Stored data entries
··········

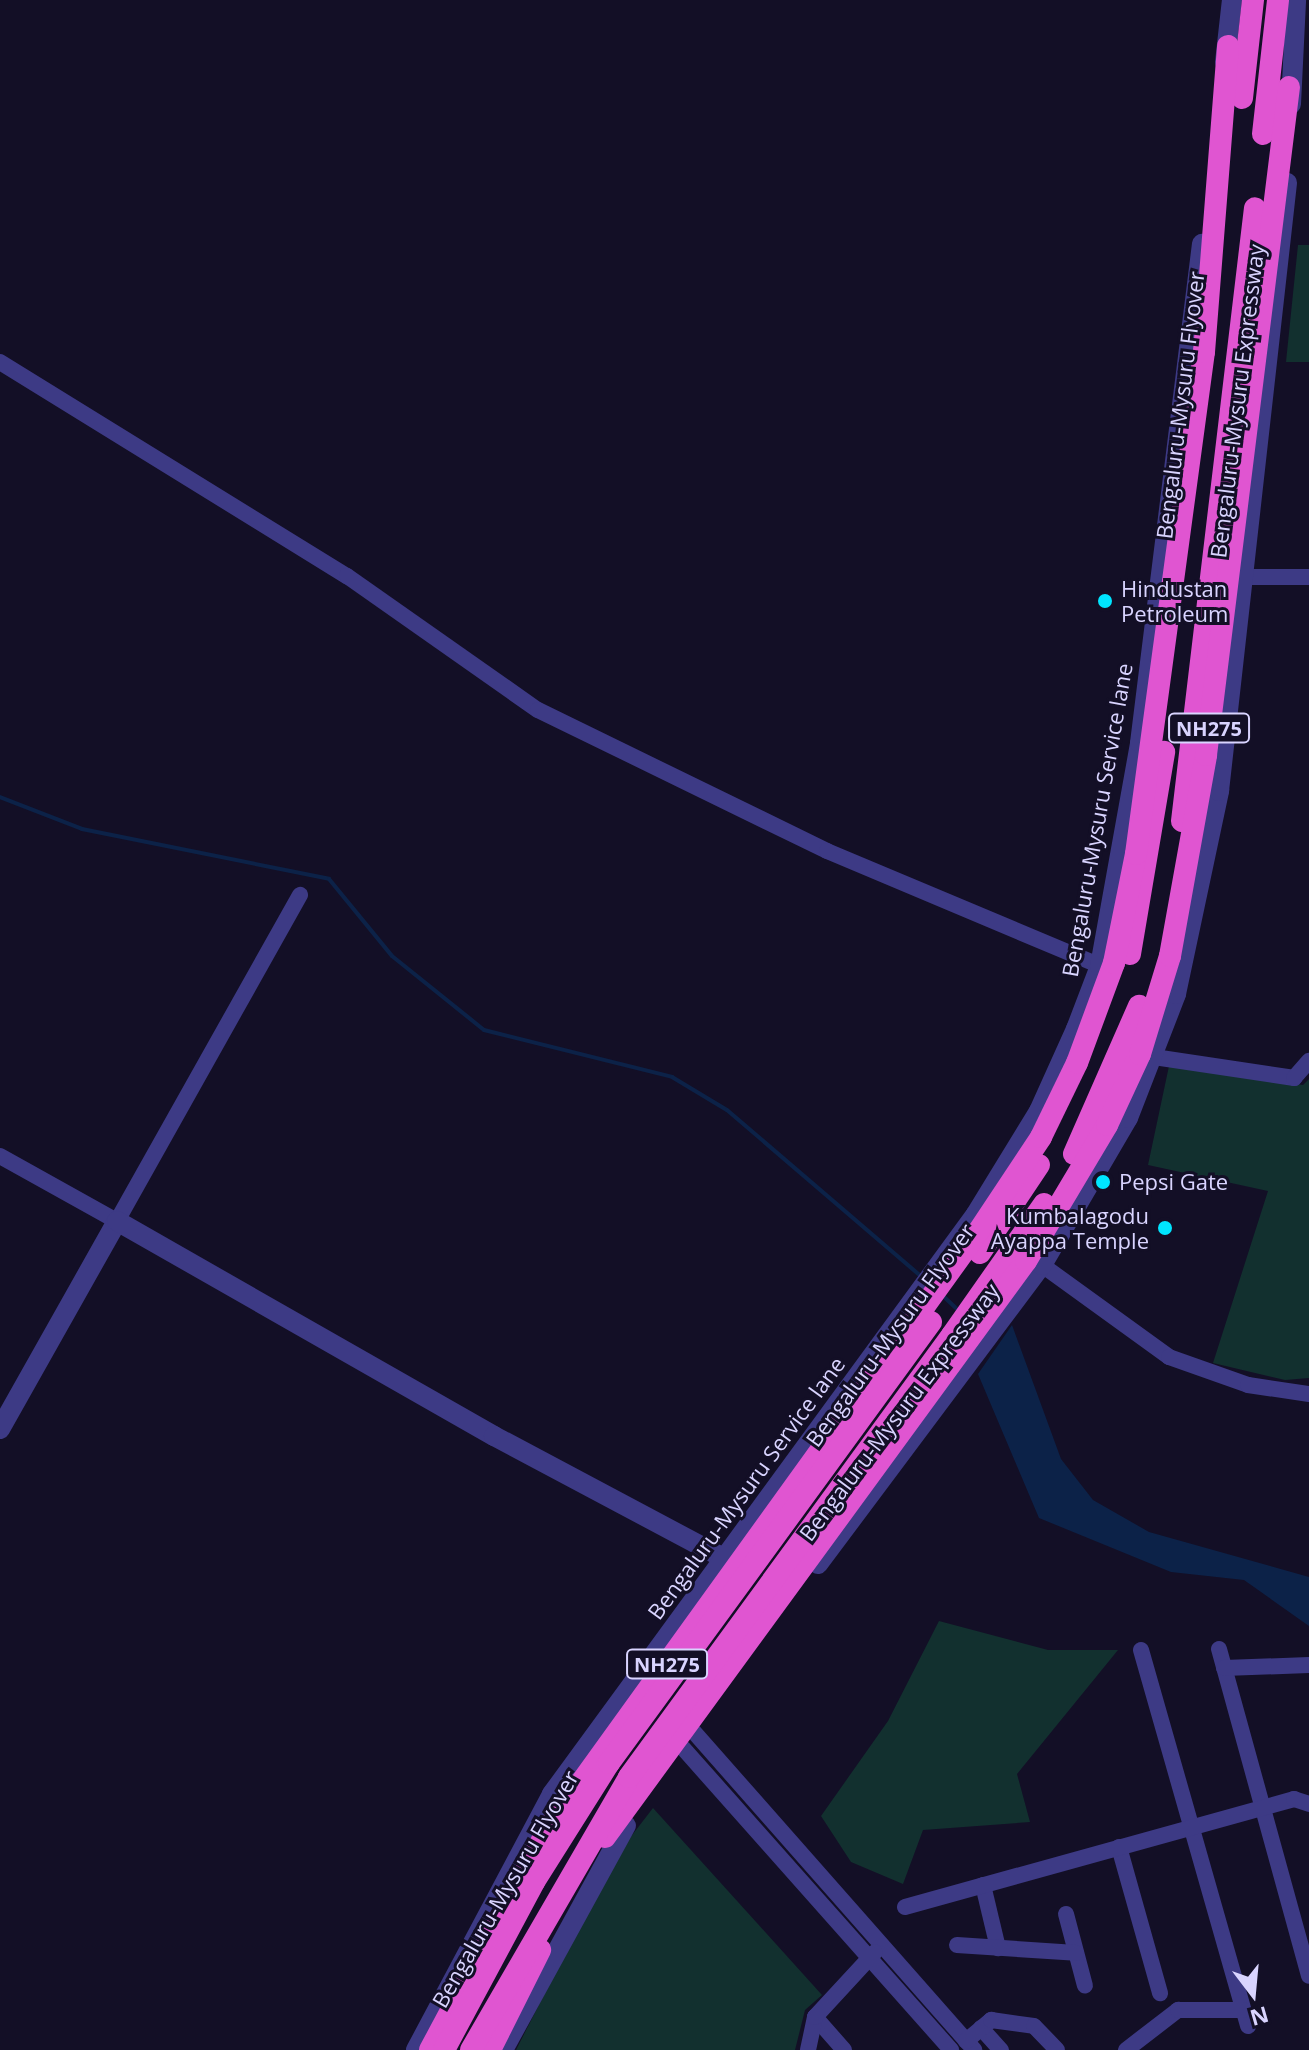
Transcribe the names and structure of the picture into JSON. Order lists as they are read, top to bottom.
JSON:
{
  "streets": {
    "highway": ["Bengaluru-Mysuru Expressway", "Bengaluru-Mysuru Flyover", "NH275"]
  },
  "crossings": [
    ["Bengaluru-Mysuru Expressway", "NH275"]
  ],
  "places": ["Hindustan Petroleum", "Pepsi Gate", "Kumbalagodu Ayappa Temple"],
  "north": "bottom"
}
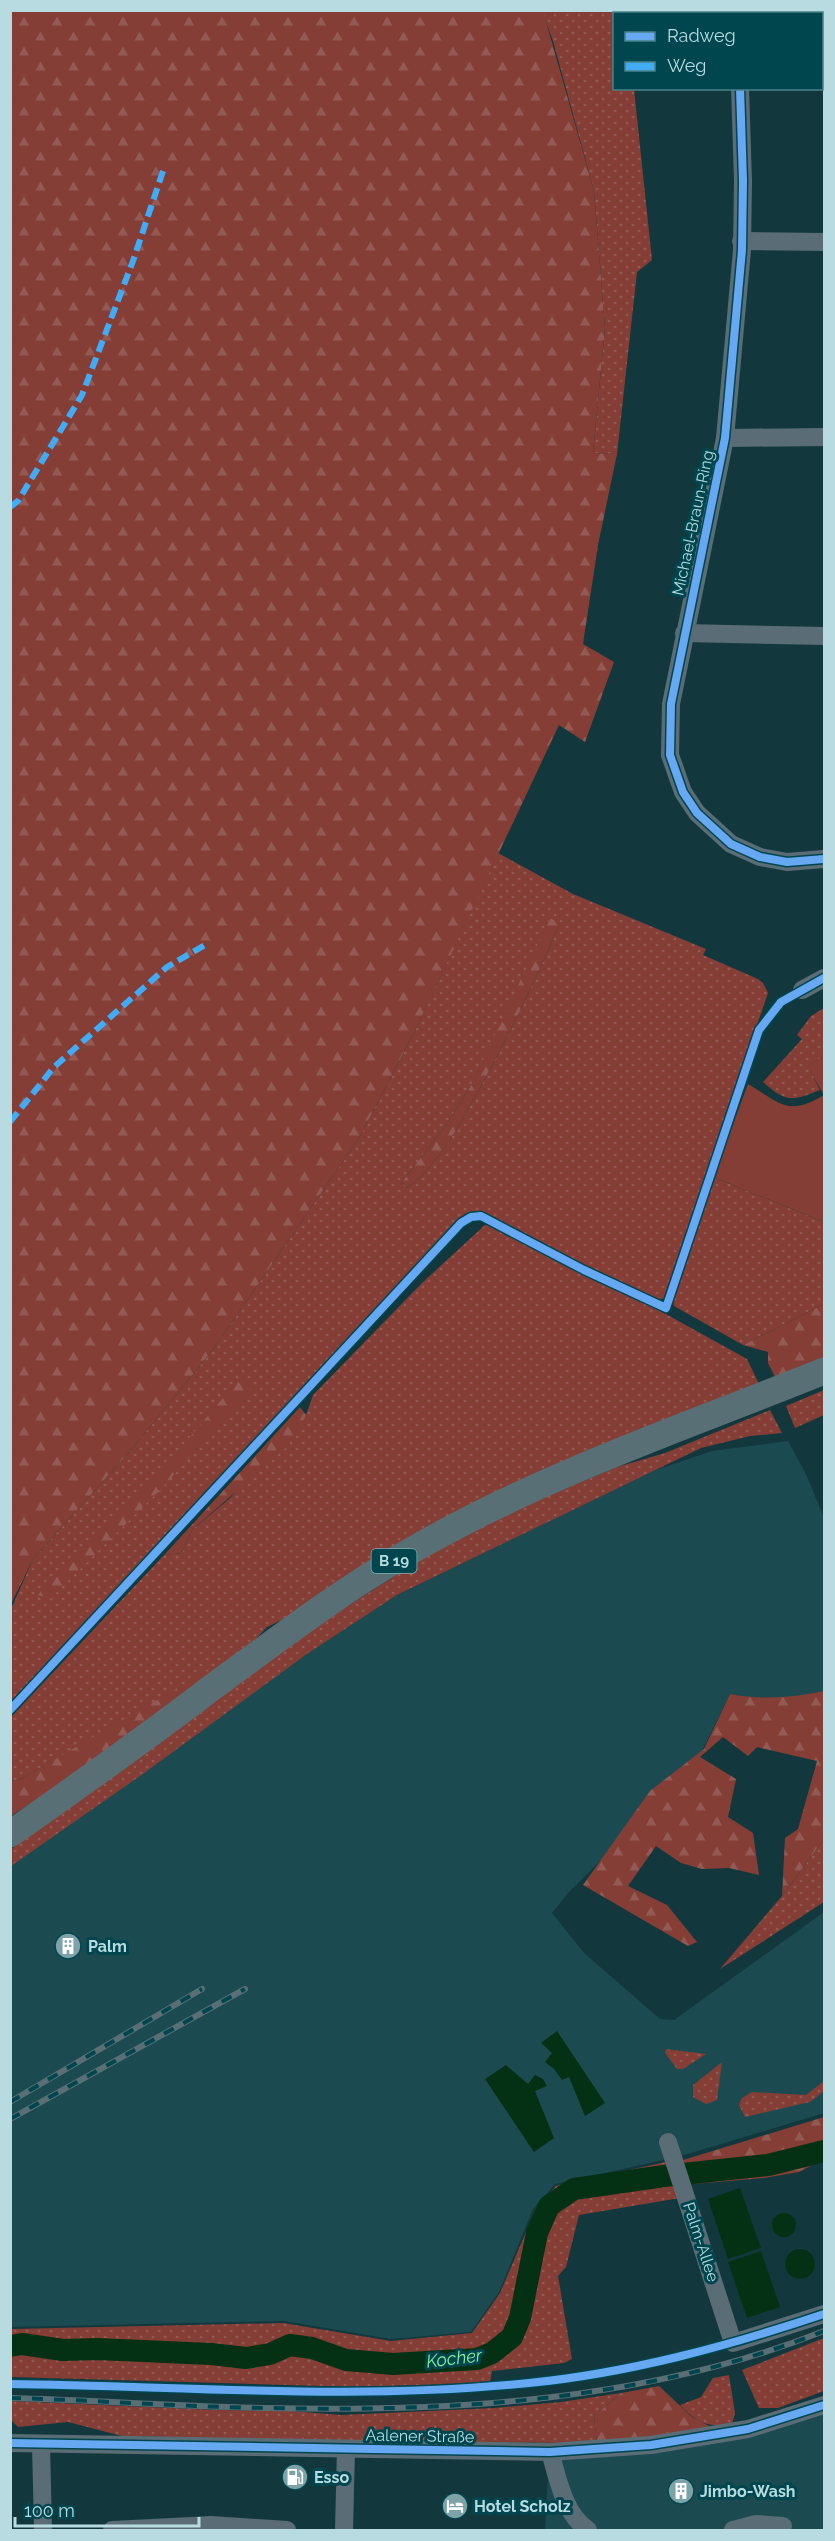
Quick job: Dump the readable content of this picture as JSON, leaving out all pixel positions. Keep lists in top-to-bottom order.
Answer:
{
  "streets": {
    "highway": ["B 19"],
    "street": ["Michael-Braun-Ring", "Palm-Allee", "Aalener Straße"]
  },
  "water": ["Kocher"],
  "places": {
    "building": ["Palm", "Jimbo-Wash"],
    "fuel station": ["Esso"],
    "hotel": ["Hotel Scholz"]
  },
  "legend": ["Radweg", "Weg"],
  "scale_bar": "100 m"
}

··········

• To do:
Please print the records above word for word, leaving every image out.

• Response area:
Transcribe the names and structure of the picture into JSON. Order lists as they are read, top to bottom.
JSON:
{
  "streets": {
    "highway": ["Bengaluru-Mysuru Expressway", "Bengaluru-Mysuru Flyover", "NH275"]
  },
  "crossings": [
    ["Bengaluru-Mysuru Expressway", "NH275"]
  ],
  "places": ["Hindustan Petroleum", "Pepsi Gate", "Kumbalagodu Ayappa Temple"],
  "north": "bottom"
}
Quick job: Dump the readable content of this picture as JSON, leaving out all pixel positions. Keep lists in top-to-bottom order.
Answer:
{
  "streets": {
    "highway": ["B 19"],
    "street": ["Michael-Braun-Ring", "Palm-Allee", "Aalener Straße"]
  },
  "water": ["Kocher"],
  "places": {
    "building": ["Palm", "Jimbo-Wash"],
    "fuel station": ["Esso"],
    "hotel": ["Hotel Scholz"]
  },
  "legend": ["Radweg", "Weg"],
  "scale_bar": "100 m"
}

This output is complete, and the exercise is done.